Anche volendo allargare la "forbice" in ordine all'omesso esame da parte del giudice del gravame degli elementi istruttori, tale aspetto non integra di per sé il vizio di omesso esame di un fatto decisivo (Cass. civ. ord. 29 ottobre 2018, n. 27415; Cass. civ. 10 giugno 2016, n. 11892).

Condizioni per l'uso delle parti comuni in condominio

Secondo gli ermellini, al singolo condomino è consentita l'esecuzione di un'opera implicante un maggiore suo godimento della cosa comune soltanto se la realizzazione di essa non impedisca agli altri condomini il compimento di opere, già previste o ragionevolmente prevedibili in alla base alla destinazione attuale della cosa comune ed alle prospettive offerte dalla sia natura, le quali permettano ai medesimi lo stesso od altro miglio uso di tale cosa a vantaggio delle loro proprietà esclusive.

Perciò ai sensi dell'art. 1102 c.c., è consentita al condomino la più ampia utilizzazione di un bene comune, ai fini della sistemazione di impianti diretti a soddisfare le esigenze di servizi indispensabili per il godimento di un proprio appartamento, purché sia rispettata la proprietà esclusiva degli altri condomini e non sia violata la rispettiva sfera di facoltà e diritti.

In tema di condominio ed uso delle cose comuni, il diritto di ciascun condomino sulle parti comuni, salvo che il titolo non disponga altrimenti, è proporzionale al valore dell'unità immobiliare che gli appartiene (ART. 1118 c.c.) vedi Trib. Roma 07 aprile 2020.

Uso più intenso del bene comune da parte del singolo proprietario, è giustificato ed è considerato legittimo in ragione dell'assenza di pregiudizio per la stabilità dell'edificio e in generale per gli altri condomini.

Al fine di determinare la legittimità di interventi realizzati sulle parti comuni questi devono essere assistiti da due caratteristiche: in primo luogo la realizzazione di interventi trasformativi delle parti comuni non può essere svolta in quanto non avrebbe consentito il rispetto e la salvaguardia della funzione di adeguata protezione delle strutture (Cass. civ., sez. II, 3 agosto 2012, n. 14107). In seconda battuta, poi, l'uso frazionato del bene comune è consentito solo nel rispetto dei precetti del già citato art. 1102 c.c. Giova specificare come nel caso in questione, e in generale in tutti quelli aventi oggetto l'uso più intenso delle cose comuni, spetta ai giudici di merito, in applicazione dei criteri sopra tratteggiati, chiarire se nel caso in decisione si assista ad un uso più intenso ma consentito della cosa comune, oppure se tale uso travalichi nell'abuso, integrando un illegittima e abusiva occupazione e trasformazione di una parte comune (Cass. civ. sez. II, 8 gennaio 2021, n. 97).

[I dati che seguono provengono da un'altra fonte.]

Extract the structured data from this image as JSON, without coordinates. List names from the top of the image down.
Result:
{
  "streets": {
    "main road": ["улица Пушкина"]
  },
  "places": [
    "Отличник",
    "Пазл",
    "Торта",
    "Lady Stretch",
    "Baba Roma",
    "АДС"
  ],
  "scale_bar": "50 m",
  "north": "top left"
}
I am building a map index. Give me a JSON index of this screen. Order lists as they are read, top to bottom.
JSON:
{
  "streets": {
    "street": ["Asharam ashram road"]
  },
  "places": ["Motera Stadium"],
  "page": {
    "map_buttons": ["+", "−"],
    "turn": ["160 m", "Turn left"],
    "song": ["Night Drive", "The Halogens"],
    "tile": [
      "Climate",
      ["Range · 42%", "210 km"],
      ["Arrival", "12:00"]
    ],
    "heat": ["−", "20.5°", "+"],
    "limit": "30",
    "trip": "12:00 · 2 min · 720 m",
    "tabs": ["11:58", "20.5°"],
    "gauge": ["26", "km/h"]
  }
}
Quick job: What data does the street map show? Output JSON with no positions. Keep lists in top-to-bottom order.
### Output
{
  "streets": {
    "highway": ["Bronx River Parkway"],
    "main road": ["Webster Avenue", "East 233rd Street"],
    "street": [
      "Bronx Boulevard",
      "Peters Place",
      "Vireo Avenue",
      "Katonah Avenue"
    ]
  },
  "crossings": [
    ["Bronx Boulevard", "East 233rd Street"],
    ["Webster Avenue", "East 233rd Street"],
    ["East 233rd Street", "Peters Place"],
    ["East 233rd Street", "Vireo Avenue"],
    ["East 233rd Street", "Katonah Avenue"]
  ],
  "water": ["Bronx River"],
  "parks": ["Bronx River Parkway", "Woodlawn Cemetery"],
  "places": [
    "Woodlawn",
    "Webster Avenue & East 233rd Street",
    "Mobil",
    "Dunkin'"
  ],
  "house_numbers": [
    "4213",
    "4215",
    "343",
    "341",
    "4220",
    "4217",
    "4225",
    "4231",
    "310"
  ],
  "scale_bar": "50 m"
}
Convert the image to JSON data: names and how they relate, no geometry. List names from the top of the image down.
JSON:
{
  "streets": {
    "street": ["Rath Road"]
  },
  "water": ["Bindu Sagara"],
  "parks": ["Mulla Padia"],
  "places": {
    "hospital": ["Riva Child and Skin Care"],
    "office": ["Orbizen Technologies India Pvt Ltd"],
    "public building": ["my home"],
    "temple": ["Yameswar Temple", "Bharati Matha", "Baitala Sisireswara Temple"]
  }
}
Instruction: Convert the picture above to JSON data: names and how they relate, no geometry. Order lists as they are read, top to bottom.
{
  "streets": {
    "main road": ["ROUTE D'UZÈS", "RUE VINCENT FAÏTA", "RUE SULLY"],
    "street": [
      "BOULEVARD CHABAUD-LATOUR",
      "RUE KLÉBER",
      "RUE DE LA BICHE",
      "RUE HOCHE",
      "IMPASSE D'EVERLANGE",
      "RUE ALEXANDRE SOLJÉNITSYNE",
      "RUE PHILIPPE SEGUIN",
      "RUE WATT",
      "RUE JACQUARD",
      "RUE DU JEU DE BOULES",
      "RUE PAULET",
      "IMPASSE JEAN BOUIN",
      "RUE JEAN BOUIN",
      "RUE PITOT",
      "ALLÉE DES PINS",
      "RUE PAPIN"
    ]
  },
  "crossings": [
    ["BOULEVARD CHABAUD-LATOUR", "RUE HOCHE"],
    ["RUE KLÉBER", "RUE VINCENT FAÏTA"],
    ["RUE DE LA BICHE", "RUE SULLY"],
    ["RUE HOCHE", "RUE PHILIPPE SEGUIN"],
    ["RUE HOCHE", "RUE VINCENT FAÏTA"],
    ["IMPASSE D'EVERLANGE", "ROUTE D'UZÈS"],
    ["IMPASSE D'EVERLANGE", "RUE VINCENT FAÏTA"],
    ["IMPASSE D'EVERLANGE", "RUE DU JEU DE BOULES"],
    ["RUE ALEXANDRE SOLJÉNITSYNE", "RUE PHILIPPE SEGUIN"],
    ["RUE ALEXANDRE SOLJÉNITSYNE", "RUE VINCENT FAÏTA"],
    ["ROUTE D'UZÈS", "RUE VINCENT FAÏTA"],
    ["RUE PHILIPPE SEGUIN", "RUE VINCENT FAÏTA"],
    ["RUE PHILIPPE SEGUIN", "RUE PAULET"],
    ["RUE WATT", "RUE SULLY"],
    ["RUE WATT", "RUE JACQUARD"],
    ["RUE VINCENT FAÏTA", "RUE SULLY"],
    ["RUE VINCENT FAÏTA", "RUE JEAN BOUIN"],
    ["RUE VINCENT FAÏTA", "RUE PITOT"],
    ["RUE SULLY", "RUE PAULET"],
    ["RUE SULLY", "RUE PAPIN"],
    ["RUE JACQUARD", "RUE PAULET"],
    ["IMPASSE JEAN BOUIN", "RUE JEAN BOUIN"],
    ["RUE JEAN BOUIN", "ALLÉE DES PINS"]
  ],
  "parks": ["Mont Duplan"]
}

Per completezza, va, altresì, sottolineato che, giustamente, il rigetto del primo e secondo motivo, comporta, ex se, il rigetto del terzo motivo, perché la Corte d'appello ha statuito in modo ineccepibile in ordine alle spese del doppio grado di giudizio.

In conclusione, la Suprema Corte rigetta i motivi di ricorso, condannando il ricorrente al pagamento delle spese processuali.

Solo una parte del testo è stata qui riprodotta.